The 2017 Copa del Rey final was a football match played on 27 May 2017 to decide the winner of the 2016–17 Copa del Rey, the 115th edition of Spain's primary football cup (including two seasons where two rival editions were played). The match was between Barcelona and Alavés at the Vicente Calderón in Madrid.

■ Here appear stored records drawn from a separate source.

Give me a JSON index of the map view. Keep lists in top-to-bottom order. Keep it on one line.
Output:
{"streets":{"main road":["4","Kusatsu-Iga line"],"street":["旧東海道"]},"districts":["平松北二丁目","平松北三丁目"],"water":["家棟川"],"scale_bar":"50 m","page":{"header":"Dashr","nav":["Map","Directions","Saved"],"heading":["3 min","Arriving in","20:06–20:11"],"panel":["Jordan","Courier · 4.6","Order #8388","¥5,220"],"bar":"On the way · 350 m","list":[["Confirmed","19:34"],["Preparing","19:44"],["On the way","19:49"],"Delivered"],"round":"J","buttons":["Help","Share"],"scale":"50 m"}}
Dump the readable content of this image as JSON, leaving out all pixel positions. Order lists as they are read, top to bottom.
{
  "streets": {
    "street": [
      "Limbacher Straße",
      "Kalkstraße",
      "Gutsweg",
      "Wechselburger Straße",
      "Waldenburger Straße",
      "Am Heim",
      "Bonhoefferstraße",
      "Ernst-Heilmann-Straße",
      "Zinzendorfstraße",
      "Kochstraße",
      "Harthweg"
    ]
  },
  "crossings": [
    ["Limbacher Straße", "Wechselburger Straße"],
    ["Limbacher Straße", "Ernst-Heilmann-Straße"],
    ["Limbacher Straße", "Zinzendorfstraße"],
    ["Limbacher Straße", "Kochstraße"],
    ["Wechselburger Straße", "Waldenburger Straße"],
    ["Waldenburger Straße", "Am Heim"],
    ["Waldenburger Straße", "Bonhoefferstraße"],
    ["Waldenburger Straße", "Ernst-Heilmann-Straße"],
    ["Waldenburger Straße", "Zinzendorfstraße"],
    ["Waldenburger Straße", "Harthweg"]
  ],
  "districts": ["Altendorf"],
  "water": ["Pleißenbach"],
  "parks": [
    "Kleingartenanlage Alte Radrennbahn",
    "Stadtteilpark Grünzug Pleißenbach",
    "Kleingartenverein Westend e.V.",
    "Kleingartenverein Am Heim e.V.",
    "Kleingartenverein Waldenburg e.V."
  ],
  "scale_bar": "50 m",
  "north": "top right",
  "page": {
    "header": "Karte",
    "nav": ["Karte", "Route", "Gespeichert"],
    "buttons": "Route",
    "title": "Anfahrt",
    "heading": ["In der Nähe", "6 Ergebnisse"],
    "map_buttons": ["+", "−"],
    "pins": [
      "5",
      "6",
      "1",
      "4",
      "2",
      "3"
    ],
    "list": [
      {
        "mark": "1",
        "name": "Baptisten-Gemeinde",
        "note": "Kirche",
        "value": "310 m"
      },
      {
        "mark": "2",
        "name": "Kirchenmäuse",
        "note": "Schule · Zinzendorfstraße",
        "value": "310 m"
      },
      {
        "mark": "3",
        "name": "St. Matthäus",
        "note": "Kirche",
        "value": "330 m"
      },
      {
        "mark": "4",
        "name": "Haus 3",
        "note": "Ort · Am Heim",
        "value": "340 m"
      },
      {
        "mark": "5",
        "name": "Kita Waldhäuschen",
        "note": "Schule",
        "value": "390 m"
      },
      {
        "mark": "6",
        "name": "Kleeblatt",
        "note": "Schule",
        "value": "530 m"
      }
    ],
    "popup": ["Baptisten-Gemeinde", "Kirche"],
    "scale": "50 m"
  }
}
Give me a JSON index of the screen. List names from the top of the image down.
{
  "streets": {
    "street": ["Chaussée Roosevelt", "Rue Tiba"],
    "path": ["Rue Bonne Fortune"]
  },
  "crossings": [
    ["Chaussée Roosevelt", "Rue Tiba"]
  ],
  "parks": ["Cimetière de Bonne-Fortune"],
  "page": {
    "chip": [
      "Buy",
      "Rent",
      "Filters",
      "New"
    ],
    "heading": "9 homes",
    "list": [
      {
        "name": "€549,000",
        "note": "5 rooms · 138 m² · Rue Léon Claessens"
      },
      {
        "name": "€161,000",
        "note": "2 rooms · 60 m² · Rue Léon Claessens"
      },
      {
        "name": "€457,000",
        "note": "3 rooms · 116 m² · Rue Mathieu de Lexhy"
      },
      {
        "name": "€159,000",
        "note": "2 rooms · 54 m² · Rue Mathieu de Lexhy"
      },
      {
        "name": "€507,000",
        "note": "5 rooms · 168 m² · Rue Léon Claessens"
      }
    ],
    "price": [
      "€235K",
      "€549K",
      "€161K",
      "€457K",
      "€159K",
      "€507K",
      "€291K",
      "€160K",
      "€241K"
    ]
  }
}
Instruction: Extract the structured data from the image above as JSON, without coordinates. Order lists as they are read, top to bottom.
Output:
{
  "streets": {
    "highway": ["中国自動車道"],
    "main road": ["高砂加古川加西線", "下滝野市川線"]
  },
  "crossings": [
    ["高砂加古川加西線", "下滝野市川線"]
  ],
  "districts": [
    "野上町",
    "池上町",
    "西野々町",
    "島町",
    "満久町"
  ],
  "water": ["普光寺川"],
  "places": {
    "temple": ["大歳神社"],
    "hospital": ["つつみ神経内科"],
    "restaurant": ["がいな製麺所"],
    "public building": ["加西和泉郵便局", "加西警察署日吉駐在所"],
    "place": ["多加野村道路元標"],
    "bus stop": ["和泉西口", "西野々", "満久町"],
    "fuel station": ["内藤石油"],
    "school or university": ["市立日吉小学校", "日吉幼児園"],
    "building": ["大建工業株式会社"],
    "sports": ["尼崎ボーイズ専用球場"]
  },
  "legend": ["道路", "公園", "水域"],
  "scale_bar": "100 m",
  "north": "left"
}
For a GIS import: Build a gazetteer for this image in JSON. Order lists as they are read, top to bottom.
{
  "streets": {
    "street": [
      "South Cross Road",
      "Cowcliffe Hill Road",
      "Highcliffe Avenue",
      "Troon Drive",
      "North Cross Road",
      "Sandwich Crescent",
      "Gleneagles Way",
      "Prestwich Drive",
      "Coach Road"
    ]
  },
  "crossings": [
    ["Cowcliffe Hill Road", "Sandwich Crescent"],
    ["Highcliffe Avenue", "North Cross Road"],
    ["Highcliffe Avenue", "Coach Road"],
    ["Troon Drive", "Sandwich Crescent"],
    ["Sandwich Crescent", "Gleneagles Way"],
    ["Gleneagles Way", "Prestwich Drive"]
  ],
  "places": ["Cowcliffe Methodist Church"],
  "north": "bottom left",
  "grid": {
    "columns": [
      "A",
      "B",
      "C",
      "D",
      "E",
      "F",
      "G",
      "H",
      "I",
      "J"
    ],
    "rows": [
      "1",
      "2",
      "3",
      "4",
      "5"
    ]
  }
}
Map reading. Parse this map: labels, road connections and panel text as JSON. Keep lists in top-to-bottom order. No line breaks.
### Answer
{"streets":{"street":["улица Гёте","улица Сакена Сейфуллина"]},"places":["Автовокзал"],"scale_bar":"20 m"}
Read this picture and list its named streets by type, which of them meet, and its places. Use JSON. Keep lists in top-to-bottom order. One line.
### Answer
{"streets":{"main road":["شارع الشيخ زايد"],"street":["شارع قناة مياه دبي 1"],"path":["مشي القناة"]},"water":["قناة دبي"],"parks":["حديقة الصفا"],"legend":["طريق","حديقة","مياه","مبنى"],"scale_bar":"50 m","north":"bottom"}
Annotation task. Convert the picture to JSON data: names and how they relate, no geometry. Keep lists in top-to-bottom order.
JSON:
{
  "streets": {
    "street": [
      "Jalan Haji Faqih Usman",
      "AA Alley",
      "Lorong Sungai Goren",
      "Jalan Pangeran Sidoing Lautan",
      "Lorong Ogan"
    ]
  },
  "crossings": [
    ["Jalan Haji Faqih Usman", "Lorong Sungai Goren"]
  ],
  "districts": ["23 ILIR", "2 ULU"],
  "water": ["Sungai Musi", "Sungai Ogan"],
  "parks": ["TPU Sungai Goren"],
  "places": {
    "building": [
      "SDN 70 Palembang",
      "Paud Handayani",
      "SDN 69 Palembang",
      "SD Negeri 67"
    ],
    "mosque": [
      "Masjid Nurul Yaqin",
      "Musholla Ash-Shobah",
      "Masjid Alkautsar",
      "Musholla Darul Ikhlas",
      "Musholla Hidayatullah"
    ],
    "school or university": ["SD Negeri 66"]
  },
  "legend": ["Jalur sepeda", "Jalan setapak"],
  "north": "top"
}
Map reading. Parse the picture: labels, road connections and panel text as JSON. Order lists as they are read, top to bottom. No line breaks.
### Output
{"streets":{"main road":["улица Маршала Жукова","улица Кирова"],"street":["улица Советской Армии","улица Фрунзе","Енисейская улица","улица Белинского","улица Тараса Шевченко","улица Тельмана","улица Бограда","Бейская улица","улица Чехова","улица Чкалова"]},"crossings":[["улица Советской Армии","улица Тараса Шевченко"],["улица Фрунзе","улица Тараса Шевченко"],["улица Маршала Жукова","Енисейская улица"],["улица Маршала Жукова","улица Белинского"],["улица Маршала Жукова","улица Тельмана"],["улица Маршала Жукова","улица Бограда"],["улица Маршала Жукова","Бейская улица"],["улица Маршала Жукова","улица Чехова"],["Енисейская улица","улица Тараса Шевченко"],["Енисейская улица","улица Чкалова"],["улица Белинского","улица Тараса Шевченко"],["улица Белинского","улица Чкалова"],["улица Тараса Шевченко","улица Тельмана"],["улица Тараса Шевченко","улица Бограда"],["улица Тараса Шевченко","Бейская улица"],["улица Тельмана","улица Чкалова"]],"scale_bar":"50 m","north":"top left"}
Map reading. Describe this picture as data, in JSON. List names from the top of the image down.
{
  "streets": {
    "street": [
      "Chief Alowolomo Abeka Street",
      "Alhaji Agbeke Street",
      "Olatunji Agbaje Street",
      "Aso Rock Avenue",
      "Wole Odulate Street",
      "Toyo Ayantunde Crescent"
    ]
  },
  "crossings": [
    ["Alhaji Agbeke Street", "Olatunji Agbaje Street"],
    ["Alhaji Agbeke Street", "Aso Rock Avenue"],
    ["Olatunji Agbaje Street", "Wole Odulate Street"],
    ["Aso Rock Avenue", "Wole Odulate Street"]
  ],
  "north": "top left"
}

As winners, Barcelona faced Real Madrid in the 2017 Supercopa de España, and qualified for the 2017–18 UEFA Europa League group stage. However, as they had already qualified for the Champions League through their league position, the Europa League spot was thus passed down the league to sixth-placed side Real Sociedad.

==Background==
Barcelona had previously played in 39 Copa del Rey finals, tied only with Real Madrid's 39, and had a record 28 victories. They were the reigning champions, having defeated Sevilla 2–0 after extra time in the previous year's final at the Vicente Calderón in Madrid. This was their fourth consecutive final, and they were seeking a third consecutive title, a feat previously accomplished by themselves in 1953, and Athletic Bilbao in 1916 and 1945; Real Madrid (1908) and Athletic (1933) held the shared record of winning four consecutive finals.

Meanwhile, Alavés, in their first back in the top flight following promotion to La Liga, were competing in their first ever Copa del Rey final, and their first major final since their 5–4 defeat to Liverpool in the 2001 UEFA Cup Final.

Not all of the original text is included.